* [Instructions for the task] Find every line in the records that holds the string "positions". Copy each one.

[Collected data]
────────────────────────────────────────

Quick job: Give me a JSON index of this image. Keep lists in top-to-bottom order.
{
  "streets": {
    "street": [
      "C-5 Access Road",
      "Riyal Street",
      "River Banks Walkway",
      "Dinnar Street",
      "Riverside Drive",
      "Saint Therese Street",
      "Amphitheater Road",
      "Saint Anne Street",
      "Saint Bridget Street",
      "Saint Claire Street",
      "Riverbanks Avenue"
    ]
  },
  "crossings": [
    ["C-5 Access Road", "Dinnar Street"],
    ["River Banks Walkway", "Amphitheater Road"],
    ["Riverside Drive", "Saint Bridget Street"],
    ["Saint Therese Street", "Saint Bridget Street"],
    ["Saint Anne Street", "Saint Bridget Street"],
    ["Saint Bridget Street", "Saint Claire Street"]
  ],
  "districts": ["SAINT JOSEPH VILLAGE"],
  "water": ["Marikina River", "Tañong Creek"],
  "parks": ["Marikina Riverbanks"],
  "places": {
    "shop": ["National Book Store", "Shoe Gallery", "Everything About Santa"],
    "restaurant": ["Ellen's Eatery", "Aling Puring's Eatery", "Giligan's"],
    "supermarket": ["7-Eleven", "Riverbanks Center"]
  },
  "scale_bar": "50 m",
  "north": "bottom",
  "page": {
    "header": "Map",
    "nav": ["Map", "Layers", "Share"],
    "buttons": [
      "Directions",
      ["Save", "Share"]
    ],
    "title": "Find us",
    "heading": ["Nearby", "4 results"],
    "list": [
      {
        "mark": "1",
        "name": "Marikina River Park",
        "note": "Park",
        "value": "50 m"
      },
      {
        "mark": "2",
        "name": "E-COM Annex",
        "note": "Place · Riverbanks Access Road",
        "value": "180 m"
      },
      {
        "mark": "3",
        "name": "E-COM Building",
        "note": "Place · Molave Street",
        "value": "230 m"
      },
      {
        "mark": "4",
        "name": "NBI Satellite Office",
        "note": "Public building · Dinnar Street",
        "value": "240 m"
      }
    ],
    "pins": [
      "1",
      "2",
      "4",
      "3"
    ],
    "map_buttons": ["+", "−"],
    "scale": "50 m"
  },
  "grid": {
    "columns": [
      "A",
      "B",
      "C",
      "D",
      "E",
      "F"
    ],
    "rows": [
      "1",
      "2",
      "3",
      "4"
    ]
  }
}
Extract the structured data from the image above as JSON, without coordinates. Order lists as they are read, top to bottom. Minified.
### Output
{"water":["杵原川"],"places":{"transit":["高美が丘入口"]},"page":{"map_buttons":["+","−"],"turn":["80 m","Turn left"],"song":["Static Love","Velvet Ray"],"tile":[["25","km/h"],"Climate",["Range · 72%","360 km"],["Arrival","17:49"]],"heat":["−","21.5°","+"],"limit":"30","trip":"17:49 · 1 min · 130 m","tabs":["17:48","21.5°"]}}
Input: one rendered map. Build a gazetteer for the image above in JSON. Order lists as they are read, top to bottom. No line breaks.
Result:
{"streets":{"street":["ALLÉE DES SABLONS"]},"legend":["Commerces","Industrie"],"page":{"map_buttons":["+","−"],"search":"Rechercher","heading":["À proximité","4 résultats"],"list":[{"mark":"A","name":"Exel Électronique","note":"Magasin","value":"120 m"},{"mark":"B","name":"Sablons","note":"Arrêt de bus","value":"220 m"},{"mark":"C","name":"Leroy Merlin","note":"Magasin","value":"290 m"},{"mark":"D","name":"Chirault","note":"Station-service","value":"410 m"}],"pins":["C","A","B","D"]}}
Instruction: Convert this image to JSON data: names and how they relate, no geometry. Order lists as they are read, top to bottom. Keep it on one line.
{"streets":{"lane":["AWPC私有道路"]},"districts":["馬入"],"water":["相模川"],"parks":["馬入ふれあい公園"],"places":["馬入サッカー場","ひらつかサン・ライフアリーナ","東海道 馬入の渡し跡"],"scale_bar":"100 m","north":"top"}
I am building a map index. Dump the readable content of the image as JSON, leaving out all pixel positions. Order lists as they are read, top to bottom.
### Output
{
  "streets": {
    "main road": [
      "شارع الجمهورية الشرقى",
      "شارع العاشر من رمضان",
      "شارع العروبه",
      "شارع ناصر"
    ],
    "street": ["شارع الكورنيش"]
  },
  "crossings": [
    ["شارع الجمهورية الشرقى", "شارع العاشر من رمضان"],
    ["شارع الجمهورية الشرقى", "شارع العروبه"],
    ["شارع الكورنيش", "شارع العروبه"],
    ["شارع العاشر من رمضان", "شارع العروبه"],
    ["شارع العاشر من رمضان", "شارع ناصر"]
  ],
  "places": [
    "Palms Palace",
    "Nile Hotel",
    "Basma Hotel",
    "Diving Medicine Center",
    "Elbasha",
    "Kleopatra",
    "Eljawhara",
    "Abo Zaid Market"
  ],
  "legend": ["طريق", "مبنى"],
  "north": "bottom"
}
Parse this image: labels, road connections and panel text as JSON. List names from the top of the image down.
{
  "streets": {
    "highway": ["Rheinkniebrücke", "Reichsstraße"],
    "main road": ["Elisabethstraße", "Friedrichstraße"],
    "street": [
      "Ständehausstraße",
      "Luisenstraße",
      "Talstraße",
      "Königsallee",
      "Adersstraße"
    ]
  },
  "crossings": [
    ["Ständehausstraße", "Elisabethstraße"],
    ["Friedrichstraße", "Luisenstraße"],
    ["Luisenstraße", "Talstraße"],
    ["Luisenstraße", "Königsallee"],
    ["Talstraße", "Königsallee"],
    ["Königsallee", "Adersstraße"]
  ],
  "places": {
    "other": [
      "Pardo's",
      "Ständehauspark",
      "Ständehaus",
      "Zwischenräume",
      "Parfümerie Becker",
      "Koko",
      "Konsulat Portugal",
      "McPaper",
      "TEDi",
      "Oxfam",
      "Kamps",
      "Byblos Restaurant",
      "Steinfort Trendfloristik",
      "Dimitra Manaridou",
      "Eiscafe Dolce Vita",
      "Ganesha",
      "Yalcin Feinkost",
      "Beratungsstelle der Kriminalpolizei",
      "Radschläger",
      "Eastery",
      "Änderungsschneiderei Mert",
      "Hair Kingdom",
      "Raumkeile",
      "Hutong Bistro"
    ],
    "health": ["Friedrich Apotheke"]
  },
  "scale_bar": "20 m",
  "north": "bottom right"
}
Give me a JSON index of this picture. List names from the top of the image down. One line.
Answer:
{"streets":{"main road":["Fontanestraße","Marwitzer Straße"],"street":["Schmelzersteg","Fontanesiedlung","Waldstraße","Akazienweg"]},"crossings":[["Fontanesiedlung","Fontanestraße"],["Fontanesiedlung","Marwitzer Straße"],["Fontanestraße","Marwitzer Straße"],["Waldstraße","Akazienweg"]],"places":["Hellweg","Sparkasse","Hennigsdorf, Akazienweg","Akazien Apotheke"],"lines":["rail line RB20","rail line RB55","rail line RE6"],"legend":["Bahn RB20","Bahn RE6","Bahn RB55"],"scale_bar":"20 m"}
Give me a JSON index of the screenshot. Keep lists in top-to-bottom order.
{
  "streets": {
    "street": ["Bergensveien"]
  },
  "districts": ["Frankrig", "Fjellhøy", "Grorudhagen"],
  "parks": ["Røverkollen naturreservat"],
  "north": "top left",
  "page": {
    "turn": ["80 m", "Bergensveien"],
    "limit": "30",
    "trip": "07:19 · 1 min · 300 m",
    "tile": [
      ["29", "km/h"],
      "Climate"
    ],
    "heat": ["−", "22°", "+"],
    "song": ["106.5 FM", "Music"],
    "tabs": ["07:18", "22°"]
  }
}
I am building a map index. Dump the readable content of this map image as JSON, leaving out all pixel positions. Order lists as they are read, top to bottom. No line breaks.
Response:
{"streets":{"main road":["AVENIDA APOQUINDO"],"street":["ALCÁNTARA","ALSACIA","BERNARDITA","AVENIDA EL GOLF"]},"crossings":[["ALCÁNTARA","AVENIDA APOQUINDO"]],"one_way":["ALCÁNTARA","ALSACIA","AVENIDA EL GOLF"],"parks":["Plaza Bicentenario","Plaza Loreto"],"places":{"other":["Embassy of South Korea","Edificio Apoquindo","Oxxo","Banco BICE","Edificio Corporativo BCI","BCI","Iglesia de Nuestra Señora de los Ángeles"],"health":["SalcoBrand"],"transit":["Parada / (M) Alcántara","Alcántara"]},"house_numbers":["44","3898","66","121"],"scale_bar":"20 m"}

────────────────────────────────────────

* [Expected output]
I am building a map index. Dump the readable content of the image as JSON, leaving out all pixel positions. Order lists as they are read, top to bottom.
I am building a map index. Dump the readable content of this map image as JSON, leaving out all pixel positions. Order lists as they are read, top to bottom. No line breaks.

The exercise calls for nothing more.